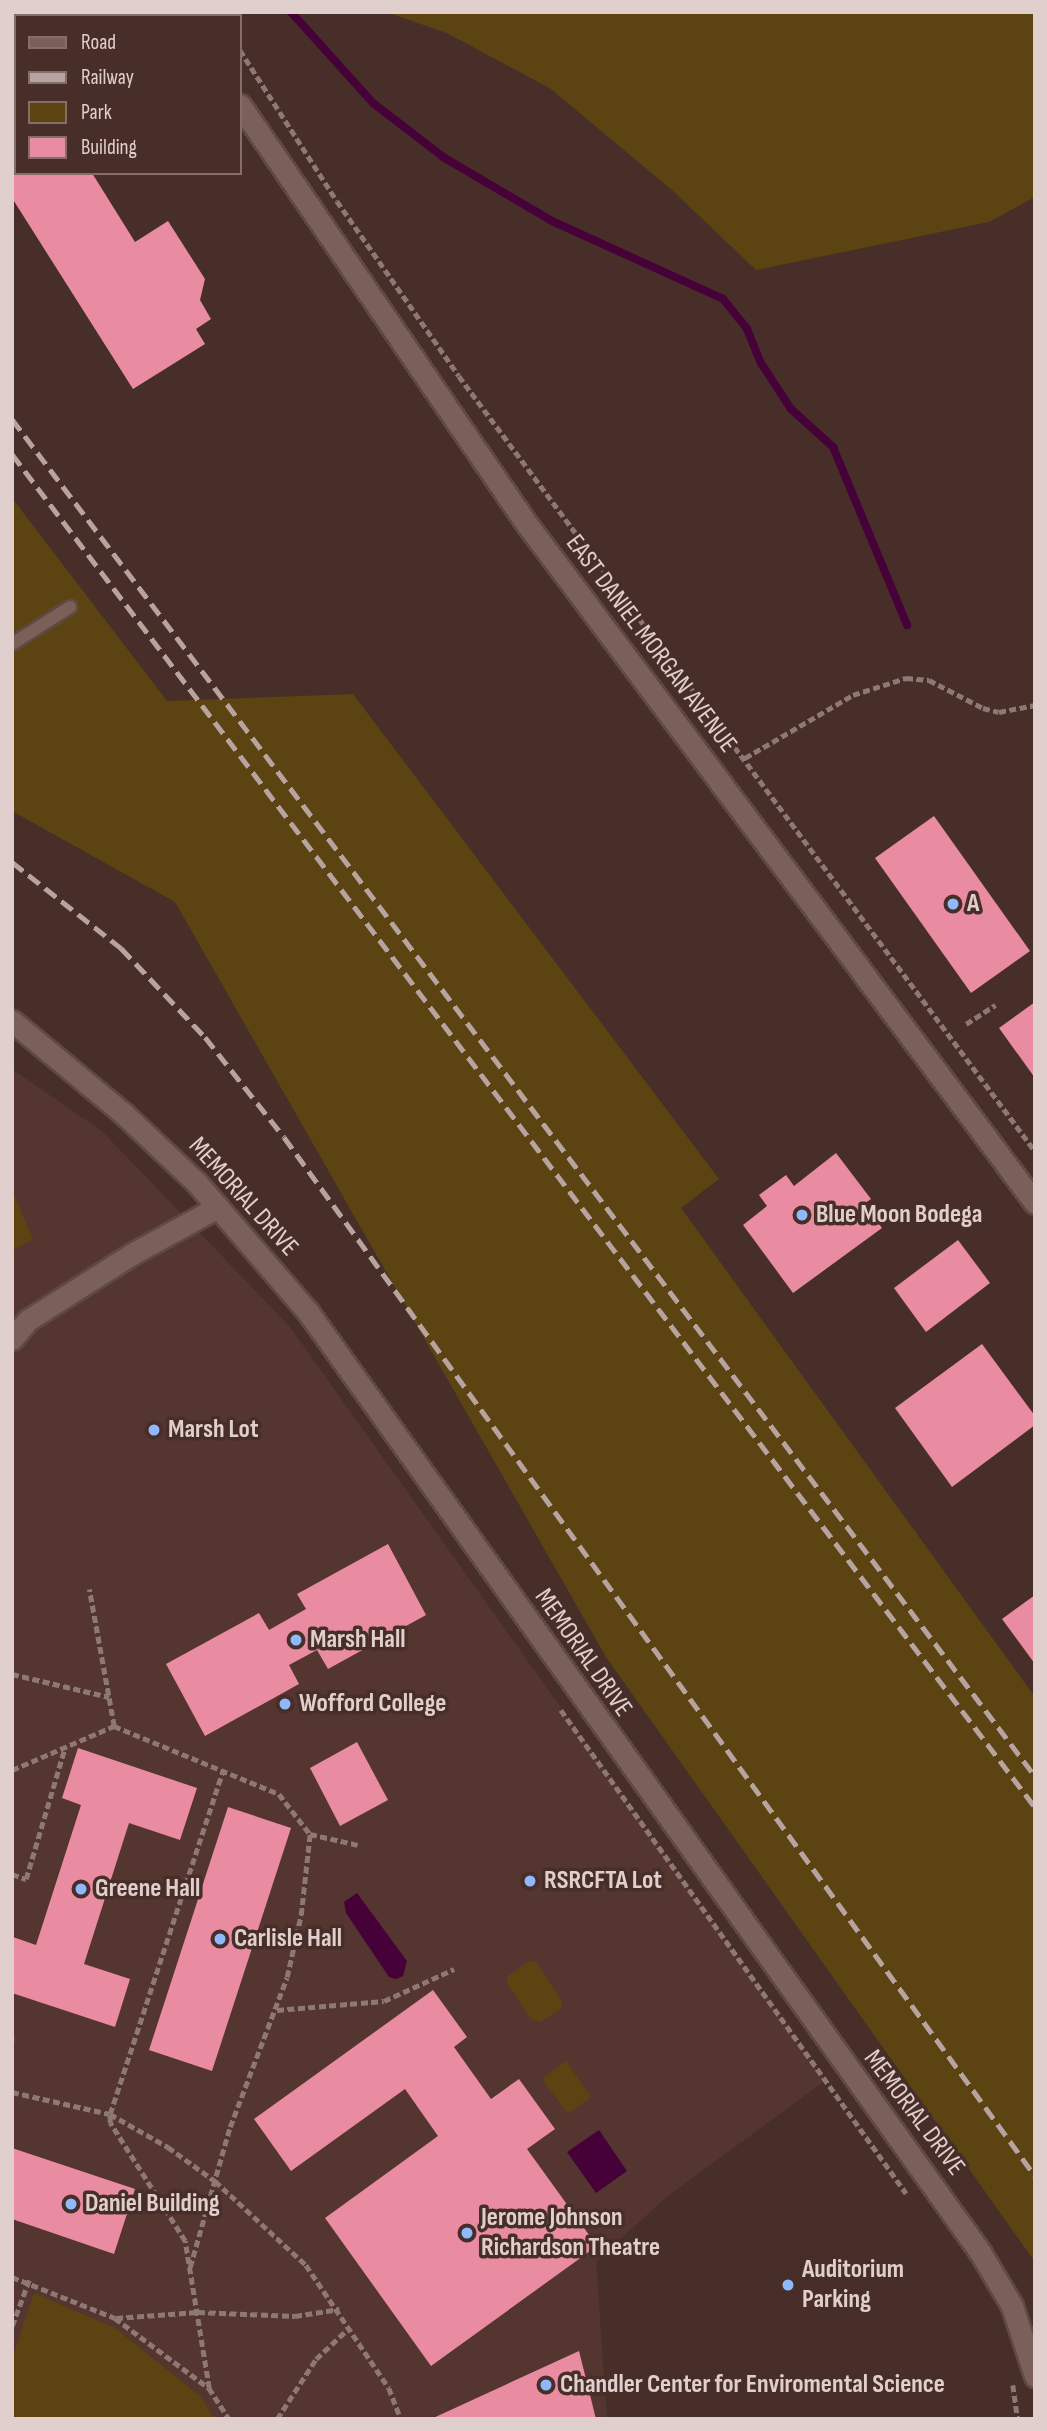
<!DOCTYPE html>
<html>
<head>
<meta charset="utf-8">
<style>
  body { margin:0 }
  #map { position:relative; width:1047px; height:2431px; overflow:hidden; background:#472e29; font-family:"Sofia Sans Condensed",sans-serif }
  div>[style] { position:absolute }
  .built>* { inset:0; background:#55352f }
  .green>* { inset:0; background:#5b4411 }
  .water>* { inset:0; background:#460138 }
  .stream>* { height:8px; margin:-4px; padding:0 4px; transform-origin:4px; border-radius:4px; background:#460138 }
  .building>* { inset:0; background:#e98ca2 }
  .path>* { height:4.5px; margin-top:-2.25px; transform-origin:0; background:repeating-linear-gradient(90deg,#8d7874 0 7px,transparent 0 10.5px) }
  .roads { filter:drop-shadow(2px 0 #5e4a45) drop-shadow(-2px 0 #5e4a45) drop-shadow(0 2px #5e4a45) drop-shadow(0 -2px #5e4a45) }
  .service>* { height:12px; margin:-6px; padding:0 6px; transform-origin:6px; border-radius:6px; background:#7b5f59 }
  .minor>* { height:21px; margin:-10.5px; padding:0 10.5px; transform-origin:10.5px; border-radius:10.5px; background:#7b5f59 }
  .secondary>* { height:21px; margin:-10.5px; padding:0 10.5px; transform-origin:10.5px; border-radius:10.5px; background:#7b5f59 }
  .rail>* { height:5px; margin-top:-2.5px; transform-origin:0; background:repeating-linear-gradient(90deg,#b7a3a0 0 14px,transparent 0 21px) }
  .dots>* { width:19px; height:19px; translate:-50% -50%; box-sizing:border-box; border:4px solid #472e29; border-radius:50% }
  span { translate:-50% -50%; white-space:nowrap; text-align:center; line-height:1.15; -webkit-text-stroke:7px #472e29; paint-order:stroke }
  .street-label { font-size:26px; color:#e0cfcc }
  .poi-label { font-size:26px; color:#e0cfcc; font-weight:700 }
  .left { translate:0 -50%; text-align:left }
  .frame { position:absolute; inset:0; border:14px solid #e0cfcc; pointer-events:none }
  .legend { position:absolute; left:14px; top:14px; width:228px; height:161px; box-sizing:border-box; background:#472e29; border:2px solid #846e6a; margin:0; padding:9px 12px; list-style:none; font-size:21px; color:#e0cfcc }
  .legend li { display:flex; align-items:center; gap:14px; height:35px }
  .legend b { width:35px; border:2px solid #846e6a }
</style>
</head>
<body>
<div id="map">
  <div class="built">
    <i style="clip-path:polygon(12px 1069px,103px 1132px,290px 1327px,826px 2080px,669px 2195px,596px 2261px,607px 2419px,12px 2419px)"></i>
  </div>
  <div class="green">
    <i style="clip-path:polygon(386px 12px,1035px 12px,1035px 197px,989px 222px,756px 270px,673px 191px,551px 89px,447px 33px)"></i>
    <i style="clip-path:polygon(12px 498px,167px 701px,353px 694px,719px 1179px,681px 1208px,1035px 1697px,1035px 2262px,606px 1657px,175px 902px,12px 811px)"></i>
    <i style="clip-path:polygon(12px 1190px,33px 1239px,12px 1251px)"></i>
    <i style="clip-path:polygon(529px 1961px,537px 1963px,562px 2001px,561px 2009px,540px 2022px,531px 2019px,507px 1983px,508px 1976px)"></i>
    <i style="clip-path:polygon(566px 2061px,591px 2097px,568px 2114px,542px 2079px)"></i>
    <i style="clip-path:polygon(34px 2293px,115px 2328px,200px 2396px,215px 2419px,12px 2419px,12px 2359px)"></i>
  </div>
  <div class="water">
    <i style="clip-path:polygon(357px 1893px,407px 1961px,403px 1976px,396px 1979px,389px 1977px,346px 1913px,344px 1902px)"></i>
    <i style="clip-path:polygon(599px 2130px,627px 2171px,596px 2193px,567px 2152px)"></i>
  </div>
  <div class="stream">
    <i style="left:291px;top:12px;width:122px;rotate:48deg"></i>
    <i style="left:373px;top:103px;width:88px;rotate:37.6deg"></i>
    <i style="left:443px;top:157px;width:126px;rotate:30.4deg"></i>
    <i style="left:552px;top:221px;width:188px;rotate:24.5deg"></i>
    <i style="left:723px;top:299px;width:38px;rotate:51deg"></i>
    <i style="left:747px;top:329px;width:37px;rotate:68deg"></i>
    <i style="left:761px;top:363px;width:55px;rotate:56.9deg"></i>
    <i style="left:791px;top:409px;width:57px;rotate:42.1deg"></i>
    <i style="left:833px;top:447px;width:193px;rotate:67.4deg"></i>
  </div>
  <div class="building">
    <i style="clip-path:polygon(12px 12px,37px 12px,16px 16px,16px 173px,92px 173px,135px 242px,168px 221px,205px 279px,200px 300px,211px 319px,196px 329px,205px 344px,133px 389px,12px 198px)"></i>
    <i style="clip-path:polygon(934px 816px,1030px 951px,971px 993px,875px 858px)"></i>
    <i style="clip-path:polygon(1035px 1002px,1035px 1078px,999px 1028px)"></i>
    <i style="clip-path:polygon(836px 1153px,871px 1199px,864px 1204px,882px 1228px,793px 1293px,743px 1225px,767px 1206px,759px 1195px,786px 1175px,794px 1186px)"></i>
    <i style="clip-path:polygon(958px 1240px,990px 1283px,926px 1332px,894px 1288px)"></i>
    <i style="clip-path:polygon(982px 1344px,1035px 1416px,1035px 1425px,952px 1487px,895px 1408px)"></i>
    <i style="clip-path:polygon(388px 1544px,426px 1615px,328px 1669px,317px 1650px,289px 1665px,299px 1684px,205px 1736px,166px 1664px,259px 1613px,269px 1630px,306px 1609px,297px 1594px)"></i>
    <i style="clip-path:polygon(1035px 1595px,1035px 1664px,1002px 1619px)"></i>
    <i style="clip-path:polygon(357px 1742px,388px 1800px,340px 1826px,310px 1768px)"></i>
    <i style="clip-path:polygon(78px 1748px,197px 1788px,180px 1840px,129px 1823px,84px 1964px,130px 1979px,115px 2027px,12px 1993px,13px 1937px,36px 1945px,81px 1805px,62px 1798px)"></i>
    <i style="clip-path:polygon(228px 1807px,291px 1828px,212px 2071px,149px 2050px)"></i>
    <i style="clip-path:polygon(433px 1990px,467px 2037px,454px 2047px,491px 2099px,519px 2079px,555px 2129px,527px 2149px,597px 2246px,431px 2366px,325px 2218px,438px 2136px,405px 2089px,291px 2171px,254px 2119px)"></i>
    <i style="clip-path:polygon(12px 2148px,135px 2189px,114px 2254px,12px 2219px)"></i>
    <i style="clip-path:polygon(579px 2351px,596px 2419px,431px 2419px)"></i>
  </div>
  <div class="path">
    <i style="left:215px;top:12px;width:4px;rotate:63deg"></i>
    <i style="left:240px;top:50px;width:179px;rotate:57.3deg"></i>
    <i style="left:337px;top:201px;width:213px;rotate:55.1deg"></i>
    <i style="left:459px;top:376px;width:966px;rotate:53.38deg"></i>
    <i style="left:745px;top:758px;width:125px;rotate:-30.3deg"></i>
    <i style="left:853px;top:695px;width:56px;rotate:-17.8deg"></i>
    <i style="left:906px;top:678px;width:23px;rotate:5deg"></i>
    <i style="left:929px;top:680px;width:61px;rotate:27.4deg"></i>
    <i style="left:983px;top:708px;width:16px;rotate:14deg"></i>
    <i style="left:999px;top:712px;width:37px;rotate:-11deg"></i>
    <i style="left:966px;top:1024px;width:35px;rotate:-33deg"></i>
    <i style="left:12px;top:1674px;width:100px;rotate:13.3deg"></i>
    <i style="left:561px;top:1710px;width:594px;rotate:54.46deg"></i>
    <i style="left:114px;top:1726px;width:178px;rotate:22.4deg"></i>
    <i style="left:279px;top:1794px;width:51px;rotate:52.2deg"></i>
    <i style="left:310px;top:1834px;width:49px;rotate:12.9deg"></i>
    <i style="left:12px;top:1770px;width:111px;rotate:-23.3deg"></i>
    <i style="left:114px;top:1726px;width:139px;rotate:-100.3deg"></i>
    <i style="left:12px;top:1874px;width:15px;rotate:20deg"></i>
    <i style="left:26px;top:1879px;width:138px;rotate:-73.5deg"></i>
    <i style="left:277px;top:2010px;width:107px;rotate:-4.8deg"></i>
    <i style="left:384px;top:2001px;width:77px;rotate:-24.6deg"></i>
    <i style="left:12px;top:2035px;width:8px;rotate:90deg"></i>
    <i style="left:12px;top:2092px;width:100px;rotate:12.7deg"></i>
    <i style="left:110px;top:2114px;width:67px;rotate:29.6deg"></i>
    <i style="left:168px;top:2147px;width:58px;rotate:35.9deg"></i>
    <i style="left:215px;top:2181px;width:124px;rotate:42.7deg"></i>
    <i style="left:306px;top:2265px;width:148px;rotate:56deg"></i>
    <i style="left:389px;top:2388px;width:33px;rotate:69deg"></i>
    <i style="left:190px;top:2267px;width:146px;rotate:-74.1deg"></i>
    <i style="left:230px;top:2127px;width:160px;rotate:-69.2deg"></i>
    <i style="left:287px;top:1977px;width:64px;rotate:-77.3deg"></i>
    <i style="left:301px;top:1915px;width:81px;rotate:-83.7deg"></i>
    <i style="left:12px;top:2277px;width:111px;rotate:21.7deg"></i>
    <i style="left:115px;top:2318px;width:117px;rotate:36.7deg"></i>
    <i style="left:209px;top:2388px;width:37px;rotate:57deg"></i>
    <i style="left:116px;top:2318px;width:82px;rotate:-4.2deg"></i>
    <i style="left:198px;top:2312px;width:97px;rotate:2.4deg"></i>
    <i style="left:295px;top:2316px;width:45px;rotate:-9deg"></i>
    <i style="left:12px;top:2326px;width:49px;rotate:-69.7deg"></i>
    <i style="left:1013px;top:2385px;width:34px;rotate:82deg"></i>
    <i style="left:209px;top:2388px;width:149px;rotate:-99.3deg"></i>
    <i style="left:185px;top:2241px;width:140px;rotate:-122.4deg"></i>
    <i style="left:110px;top:2123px;width:9px;rotate:-90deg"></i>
    <i style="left:110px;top:2114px;width:362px;rotate:-71.8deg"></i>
    <i style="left:277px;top:2419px;width:72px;rotate:-57deg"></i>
    <i style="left:316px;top:2359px;width:45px;rotate:-43.2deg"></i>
  </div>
  <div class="roads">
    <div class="service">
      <i style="left:12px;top:644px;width:69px;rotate:-32.5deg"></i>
    </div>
    <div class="minor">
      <i style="left:12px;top:1021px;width:146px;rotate:39.7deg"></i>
      <i style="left:124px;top:1114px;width:100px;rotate:43.4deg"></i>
      <i style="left:197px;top:1183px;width:170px;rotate:49.3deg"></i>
      <i style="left:308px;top:1312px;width:1156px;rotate:54.44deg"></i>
      <i style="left:980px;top:2252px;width:63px;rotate:59.3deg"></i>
      <i style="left:1012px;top:2306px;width:74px;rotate:71.8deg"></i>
      <i style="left:12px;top:1339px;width:25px;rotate:-50deg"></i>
      <i style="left:28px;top:1320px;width:123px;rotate:-32.4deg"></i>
      <i style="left:132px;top:1254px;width:98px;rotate:-28.7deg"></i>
    </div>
    <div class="secondary">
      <i style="left:177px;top:12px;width:5px;rotate:53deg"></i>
      <i style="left:240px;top:105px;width:506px;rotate:55.62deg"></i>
      <i style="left:526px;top:523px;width:849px;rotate:53.18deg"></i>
    </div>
  </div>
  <div class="rail">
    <i style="left:12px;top:419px;width:1699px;rotate:52.99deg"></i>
    <i style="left:12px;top:454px;width:1696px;rotate:52.91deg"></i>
    <i style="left:12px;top:862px;width:139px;rotate:38.3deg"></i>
    <i style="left:121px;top:948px;width:122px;rotate:46.7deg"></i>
    <i style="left:205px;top:1037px;width:127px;rotate:51.7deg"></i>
    <i style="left:284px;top:1137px;width:1282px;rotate:54.14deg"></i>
  </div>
  <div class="dots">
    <i style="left:953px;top:904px;background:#8fb8fd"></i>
    <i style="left:802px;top:1215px;background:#8fb8fd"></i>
    <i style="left:154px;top:1430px;background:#8fb8fd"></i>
    <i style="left:296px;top:1640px;background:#8fb8fd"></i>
    <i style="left:285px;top:1704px;background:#8fb8fd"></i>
    <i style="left:530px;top:1881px;background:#8fb8fd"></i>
    <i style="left:81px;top:1889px;background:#8fb8fd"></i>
    <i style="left:220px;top:1939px;background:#8fb8fd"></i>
    <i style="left:71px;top:2204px;background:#8fb8fd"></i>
    <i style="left:467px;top:2233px;background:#8fb8fd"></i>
    <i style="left:788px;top:2285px;background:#8fb8fd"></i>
    <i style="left:546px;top:2385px;background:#8fb8fd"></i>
  </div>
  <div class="street-label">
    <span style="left:651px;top:644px;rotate:53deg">EAST DANIEL MORGAN AVENUE</span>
    <span style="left:243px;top:1197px;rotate:48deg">MEMORIAL DRIVE</span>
    <span style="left:583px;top:1653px;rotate:55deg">MEMORIAL DRIVE</span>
    <span style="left:914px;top:2113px;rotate:53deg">MEMORIAL DRIVE</span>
  </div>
  <div class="poi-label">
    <span class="left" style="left:967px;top:904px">A</span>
    <span class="left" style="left:816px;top:1215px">Blue Moon Bodega</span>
    <span class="left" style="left:168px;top:1430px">Marsh Lot</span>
    <span class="left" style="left:310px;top:1640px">Marsh Hall</span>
    <span class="left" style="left:299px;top:1704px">Wofford College</span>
    <span class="left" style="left:544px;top:1881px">RSRCFTA Lot</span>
    <span class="left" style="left:95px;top:1889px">Greene Hall</span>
    <span class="left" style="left:234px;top:1939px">Carlisle Hall</span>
    <span class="left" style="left:85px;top:2204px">Daniel Building</span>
    <span class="left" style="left:481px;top:2233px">Jerome Johnson<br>Richardson Theatre</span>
    <span class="left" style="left:802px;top:2285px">Auditorium<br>Parking</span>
    <span class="left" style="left:560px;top:2385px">Chandler Center for Enviromental Science</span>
  </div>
  <div class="frame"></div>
  <ul class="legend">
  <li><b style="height:9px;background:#7b5f59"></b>Road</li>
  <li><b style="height:9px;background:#b7a3a0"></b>Railway</li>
  <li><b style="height:19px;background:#5b4411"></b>Park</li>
  <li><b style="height:19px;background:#e98ca2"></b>Building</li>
  </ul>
</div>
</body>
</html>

——

> [WHAT YOU NEED TO DO]
Give back exactly the lines from the opening of the listing through the line holding "height:4.5px; margin-top:-2.25px; transform-origin:0;", both ends included, with every picture omitted.

> [ANSWER]
<!DOCTYPE html>
<html>
<head>
<meta charset="utf-8">
<style>
  body { margin:0 }
  #map { position:relative; width:1047px; height:2431px; overflow:hidden; background:#472e29; font-family:"Sofia Sans Condensed",sans-serif }
  div>[style] { position:absolute }
  .built>* { inset:0; background:#55352f }
  .green>* { inset:0; background:#5b4411 }
  .water>* { inset:0; background:#460138 }
  .stream>* { height:8px; margin:-4px; padding:0 4px; transform-origin:4px; border-radius:4px; background:#460138 }
  .building>* { inset:0; background:#e98ca2 }
  .path>* { height:4.5px; margin-top:-2.25px; transform-origin:0; background:repeating-linear-gradient(90deg,#8d7874 0 7px,transparent 0 10.5px) }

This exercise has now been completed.